What this task involves:
Every line of the material is to be set down again without any change.

Data to examine:

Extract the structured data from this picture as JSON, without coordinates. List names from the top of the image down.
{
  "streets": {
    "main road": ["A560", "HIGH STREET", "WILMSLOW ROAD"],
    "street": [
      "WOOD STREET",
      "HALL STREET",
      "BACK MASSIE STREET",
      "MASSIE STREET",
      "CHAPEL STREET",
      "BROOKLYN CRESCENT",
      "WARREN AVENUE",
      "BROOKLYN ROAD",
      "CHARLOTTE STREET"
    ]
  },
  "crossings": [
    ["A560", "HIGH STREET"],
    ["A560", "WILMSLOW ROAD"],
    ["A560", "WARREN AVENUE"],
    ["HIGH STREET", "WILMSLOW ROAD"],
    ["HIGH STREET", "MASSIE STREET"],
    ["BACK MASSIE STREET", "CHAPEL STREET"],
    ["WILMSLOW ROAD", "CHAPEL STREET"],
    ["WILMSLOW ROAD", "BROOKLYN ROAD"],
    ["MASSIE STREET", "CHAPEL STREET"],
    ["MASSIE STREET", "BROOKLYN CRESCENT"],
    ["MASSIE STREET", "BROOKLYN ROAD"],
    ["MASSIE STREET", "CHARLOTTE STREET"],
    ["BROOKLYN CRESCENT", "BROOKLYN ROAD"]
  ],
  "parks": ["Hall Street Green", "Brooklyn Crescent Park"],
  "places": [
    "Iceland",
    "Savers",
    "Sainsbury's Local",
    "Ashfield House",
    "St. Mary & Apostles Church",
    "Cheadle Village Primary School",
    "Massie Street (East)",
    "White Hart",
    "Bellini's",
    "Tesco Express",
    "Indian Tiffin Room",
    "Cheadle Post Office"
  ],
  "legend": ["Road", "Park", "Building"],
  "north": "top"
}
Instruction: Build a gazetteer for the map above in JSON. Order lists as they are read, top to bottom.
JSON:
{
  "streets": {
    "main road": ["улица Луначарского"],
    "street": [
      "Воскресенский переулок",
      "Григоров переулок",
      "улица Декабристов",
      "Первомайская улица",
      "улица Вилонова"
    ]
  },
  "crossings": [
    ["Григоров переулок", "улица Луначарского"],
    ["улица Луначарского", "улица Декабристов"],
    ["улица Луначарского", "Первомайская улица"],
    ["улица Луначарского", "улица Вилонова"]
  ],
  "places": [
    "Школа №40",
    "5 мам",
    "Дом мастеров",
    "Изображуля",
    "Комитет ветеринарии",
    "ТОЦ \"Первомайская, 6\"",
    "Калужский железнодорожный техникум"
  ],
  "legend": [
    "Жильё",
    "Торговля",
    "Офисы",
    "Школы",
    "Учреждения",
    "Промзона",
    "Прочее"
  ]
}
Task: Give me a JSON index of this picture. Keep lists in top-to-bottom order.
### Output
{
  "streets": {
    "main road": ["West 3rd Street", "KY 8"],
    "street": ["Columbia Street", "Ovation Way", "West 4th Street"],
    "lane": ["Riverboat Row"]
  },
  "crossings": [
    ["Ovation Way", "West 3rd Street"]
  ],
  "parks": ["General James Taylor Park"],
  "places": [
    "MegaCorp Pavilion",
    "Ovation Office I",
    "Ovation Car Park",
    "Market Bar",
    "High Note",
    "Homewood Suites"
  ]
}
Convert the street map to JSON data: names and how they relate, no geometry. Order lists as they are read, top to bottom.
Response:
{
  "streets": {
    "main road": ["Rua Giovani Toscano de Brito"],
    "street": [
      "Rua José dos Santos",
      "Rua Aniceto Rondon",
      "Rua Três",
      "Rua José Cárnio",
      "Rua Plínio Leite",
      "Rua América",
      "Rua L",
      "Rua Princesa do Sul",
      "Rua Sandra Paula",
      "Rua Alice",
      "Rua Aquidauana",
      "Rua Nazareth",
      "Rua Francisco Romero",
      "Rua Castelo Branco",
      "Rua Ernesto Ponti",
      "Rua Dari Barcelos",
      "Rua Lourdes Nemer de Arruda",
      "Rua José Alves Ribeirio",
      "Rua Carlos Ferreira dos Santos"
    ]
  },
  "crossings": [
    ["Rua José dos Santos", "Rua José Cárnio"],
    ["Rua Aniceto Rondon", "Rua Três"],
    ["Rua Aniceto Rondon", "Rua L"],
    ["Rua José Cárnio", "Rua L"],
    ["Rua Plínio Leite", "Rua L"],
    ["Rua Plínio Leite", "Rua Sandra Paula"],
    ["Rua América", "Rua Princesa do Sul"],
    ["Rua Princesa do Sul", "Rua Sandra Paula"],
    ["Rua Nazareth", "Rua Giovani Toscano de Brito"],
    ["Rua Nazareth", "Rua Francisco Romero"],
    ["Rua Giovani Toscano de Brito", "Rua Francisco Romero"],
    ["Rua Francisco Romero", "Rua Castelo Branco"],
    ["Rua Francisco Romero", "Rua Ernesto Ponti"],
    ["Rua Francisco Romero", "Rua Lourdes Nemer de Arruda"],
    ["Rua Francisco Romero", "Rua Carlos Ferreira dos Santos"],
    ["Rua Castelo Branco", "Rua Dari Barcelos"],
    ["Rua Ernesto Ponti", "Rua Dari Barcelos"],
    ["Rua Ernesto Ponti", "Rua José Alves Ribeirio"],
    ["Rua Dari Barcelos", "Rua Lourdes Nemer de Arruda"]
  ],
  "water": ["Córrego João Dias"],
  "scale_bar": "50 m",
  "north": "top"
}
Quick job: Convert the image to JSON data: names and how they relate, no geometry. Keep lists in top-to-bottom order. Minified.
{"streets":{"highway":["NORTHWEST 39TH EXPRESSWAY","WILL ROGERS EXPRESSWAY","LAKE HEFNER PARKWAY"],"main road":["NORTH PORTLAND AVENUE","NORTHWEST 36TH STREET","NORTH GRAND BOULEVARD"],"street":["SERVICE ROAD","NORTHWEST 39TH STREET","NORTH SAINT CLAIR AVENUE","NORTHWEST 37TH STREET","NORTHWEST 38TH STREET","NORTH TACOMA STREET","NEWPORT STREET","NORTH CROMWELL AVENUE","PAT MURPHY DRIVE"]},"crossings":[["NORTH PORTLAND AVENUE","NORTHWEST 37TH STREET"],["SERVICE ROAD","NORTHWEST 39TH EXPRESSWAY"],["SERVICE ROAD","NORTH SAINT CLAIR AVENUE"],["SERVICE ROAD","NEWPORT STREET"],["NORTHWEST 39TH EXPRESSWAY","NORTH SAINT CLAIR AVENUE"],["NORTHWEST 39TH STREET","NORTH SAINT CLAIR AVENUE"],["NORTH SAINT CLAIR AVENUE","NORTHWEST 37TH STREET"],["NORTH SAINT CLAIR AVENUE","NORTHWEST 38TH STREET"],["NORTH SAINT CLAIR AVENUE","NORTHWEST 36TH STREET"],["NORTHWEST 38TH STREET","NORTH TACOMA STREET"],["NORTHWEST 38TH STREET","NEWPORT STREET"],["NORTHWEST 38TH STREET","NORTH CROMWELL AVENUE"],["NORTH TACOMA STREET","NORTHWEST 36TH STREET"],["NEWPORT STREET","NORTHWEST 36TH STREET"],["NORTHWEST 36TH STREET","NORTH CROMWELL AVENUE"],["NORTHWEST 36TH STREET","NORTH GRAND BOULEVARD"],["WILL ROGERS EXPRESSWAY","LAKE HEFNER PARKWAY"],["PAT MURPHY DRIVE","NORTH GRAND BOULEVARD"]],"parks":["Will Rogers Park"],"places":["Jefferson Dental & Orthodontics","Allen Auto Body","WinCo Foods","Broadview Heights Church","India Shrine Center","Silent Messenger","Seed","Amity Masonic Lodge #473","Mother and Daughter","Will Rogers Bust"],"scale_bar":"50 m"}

Your response:
Extract the structured data from this picture as JSON, without coordinates. List names from the top of the image down.
{
  "streets": {
    "main road": ["A560", "HIGH STREET", "WILMSLOW ROAD"],
    "street": [
      "WOOD STREET",
      "HALL STREET",
      "BACK MASSIE STREET",
      "MASSIE STREET",
      "CHAPEL STREET",
      "BROOKLYN CRESCENT",
      "WARREN AVENUE",
      "BROOKLYN ROAD",
      "CHARLOTTE STREET"
    ]
  },
  "crossings": [
    ["A560", "HIGH STREET"],
    ["A560", "WILMSLOW ROAD"],
    ["A560", "WARREN AVENUE"],
    ["HIGH STREET", "WILMSLOW ROAD"],
    ["HIGH STREET", "MASSIE STREET"],
    ["BACK MASSIE STREET", "CHAPEL STREET"],
    ["WILMSLOW ROAD", "CHAPEL STREET"],
    ["WILMSLOW ROAD", "BROOKLYN ROAD"],
    ["MASSIE STREET", "CHAPEL STREET"],
    ["MASSIE STREET", "BROOKLYN CRESCENT"],
    ["MASSIE STREET", "BROOKLYN ROAD"],
    ["MASSIE STREET", "CHARLOTTE STREET"],
    ["BROOKLYN CRESCENT", "BROOKLYN ROAD"]
  ],
  "parks": ["Hall Street Green", "Brooklyn Crescent Park"],
  "places": [
    "Iceland",
    "Savers",
    "Sainsbury's Local",
    "Ashfield House",
    "St. Mary & Apostles Church",
    "Cheadle Village Primary School",
    "Massie Street (East)",
    "White Hart",
    "Bellini's",
    "Tesco Express",
    "Indian Tiffin Room",
    "Cheadle Post Office"
  ],
  "legend": ["Road", "Park", "Building"],
  "north": "top"
}
Instruction: Build a gazetteer for the map above in JSON. Order lists as they are read, top to bottom.
JSON:
{
  "streets": {
    "main road": ["улица Луначарского"],
    "street": [
      "Воскресенский переулок",
      "Григоров переулок",
      "улица Декабристов",
      "Первомайская улица",
      "улица Вилонова"
    ]
  },
  "crossings": [
    ["Григоров переулок", "улица Луначарского"],
    ["улица Луначарского", "улица Декабристов"],
    ["улица Луначарского", "Первомайская улица"],
    ["улица Луначарского", "улица Вилонова"]
  ],
  "places": [
    "Школа №40",
    "5 мам",
    "Дом мастеров",
    "Изображуля",
    "Комитет ветеринарии",
    "ТОЦ \"Первомайская, 6\"",
    "Калужский железнодорожный техникум"
  ],
  "legend": [
    "Жильё",
    "Торговля",
    "Офисы",
    "Школы",
    "Учреждения",
    "Промзона",
    "Прочее"
  ]
}
Task: Give me a JSON index of this picture. Keep lists in top-to-bottom order.
### Output
{
  "streets": {
    "main road": ["West 3rd Street", "KY 8"],
    "street": ["Columbia Street", "Ovation Way", "West 4th Street"],
    "lane": ["Riverboat Row"]
  },
  "crossings": [
    ["Ovation Way", "West 3rd Street"]
  ],
  "parks": ["General James Taylor Park"],
  "places": [
    "MegaCorp Pavilion",
    "Ovation Office I",
    "Ovation Car Park",
    "Market Bar",
    "High Note",
    "Homewood Suites"
  ]
}
Convert the street map to JSON data: names and how they relate, no geometry. Order lists as they are read, top to bottom.
Response:
{
  "streets": {
    "main road": ["Rua Giovani Toscano de Brito"],
    "street": [
      "Rua José dos Santos",
      "Rua Aniceto Rondon",
      "Rua Três",
      "Rua José Cárnio",
      "Rua Plínio Leite",
      "Rua América",
      "Rua L",
      "Rua Princesa do Sul",
      "Rua Sandra Paula",
      "Rua Alice",
      "Rua Aquidauana",
      "Rua Nazareth",
      "Rua Francisco Romero",
      "Rua Castelo Branco",
      "Rua Ernesto Ponti",
      "Rua Dari Barcelos",
      "Rua Lourdes Nemer de Arruda",
      "Rua José Alves Ribeirio",
      "Rua Carlos Ferreira dos Santos"
    ]
  },
  "crossings": [
    ["Rua José dos Santos", "Rua José Cárnio"],
    ["Rua Aniceto Rondon", "Rua Três"],
    ["Rua Aniceto Rondon", "Rua L"],
    ["Rua José Cárnio", "Rua L"],
    ["Rua Plínio Leite", "Rua L"],
    ["Rua Plínio Leite", "Rua Sandra Paula"],
    ["Rua América", "Rua Princesa do Sul"],
    ["Rua Princesa do Sul", "Rua Sandra Paula"],
    ["Rua Nazareth", "Rua Giovani Toscano de Brito"],
    ["Rua Nazareth", "Rua Francisco Romero"],
    ["Rua Giovani Toscano de Brito", "Rua Francisco Romero"],
    ["Rua Francisco Romero", "Rua Castelo Branco"],
    ["Rua Francisco Romero", "Rua Ernesto Ponti"],
    ["Rua Francisco Romero", "Rua Lourdes Nemer de Arruda"],
    ["Rua Francisco Romero", "Rua Carlos Ferreira dos Santos"],
    ["Rua Castelo Branco", "Rua Dari Barcelos"],
    ["Rua Ernesto Ponti", "Rua Dari Barcelos"],
    ["Rua Ernesto Ponti", "Rua José Alves Ribeirio"],
    ["Rua Dari Barcelos", "Rua Lourdes Nemer de Arruda"]
  ],
  "water": ["Córrego João Dias"],
  "scale_bar": "50 m",
  "north": "top"
}
Quick job: Convert the image to JSON data: names and how they relate, no geometry. Keep lists in top-to-bottom order. Minified.
{"streets":{"highway":["NORTHWEST 39TH EXPRESSWAY","WILL ROGERS EXPRESSWAY","LAKE HEFNER PARKWAY"],"main road":["NORTH PORTLAND AVENUE","NORTHWEST 36TH STREET","NORTH GRAND BOULEVARD"],"street":["SERVICE ROAD","NORTHWEST 39TH STREET","NORTH SAINT CLAIR AVENUE","NORTHWEST 37TH STREET","NORTHWEST 38TH STREET","NORTH TACOMA STREET","NEWPORT STREET","NORTH CROMWELL AVENUE","PAT MURPHY DRIVE"]},"crossings":[["NORTH PORTLAND AVENUE","NORTHWEST 37TH STREET"],["SERVICE ROAD","NORTHWEST 39TH EXPRESSWAY"],["SERVICE ROAD","NORTH SAINT CLAIR AVENUE"],["SERVICE ROAD","NEWPORT STREET"],["NORTHWEST 39TH EXPRESSWAY","NORTH SAINT CLAIR AVENUE"],["NORTHWEST 39TH STREET","NORTH SAINT CLAIR AVENUE"],["NORTH SAINT CLAIR AVENUE","NORTHWEST 37TH STREET"],["NORTH SAINT CLAIR AVENUE","NORTHWEST 38TH STREET"],["NORTH SAINT CLAIR AVENUE","NORTHWEST 36TH STREET"],["NORTHWEST 38TH STREET","NORTH TACOMA STREET"],["NORTHWEST 38TH STREET","NEWPORT STREET"],["NORTHWEST 38TH STREET","NORTH CROMWELL AVENUE"],["NORTH TACOMA STREET","NORTHWEST 36TH STREET"],["NEWPORT STREET","NORTHWEST 36TH STREET"],["NORTHWEST 36TH STREET","NORTH CROMWELL AVENUE"],["NORTHWEST 36TH STREET","NORTH GRAND BOULEVARD"],["WILL ROGERS EXPRESSWAY","LAKE HEFNER PARKWAY"],["PAT MURPHY DRIVE","NORTH GRAND BOULEVARD"]],"parks":["Will Rogers Park"],"places":["Jefferson Dental & Orthodontics","Allen Auto Body","WinCo Foods","Broadview Heights Church","India Shrine Center","Silent Messenger","Seed","Amity Masonic Lodge #473","Mother and Daughter","Will Rogers Bust"],"scale_bar":"50 m"}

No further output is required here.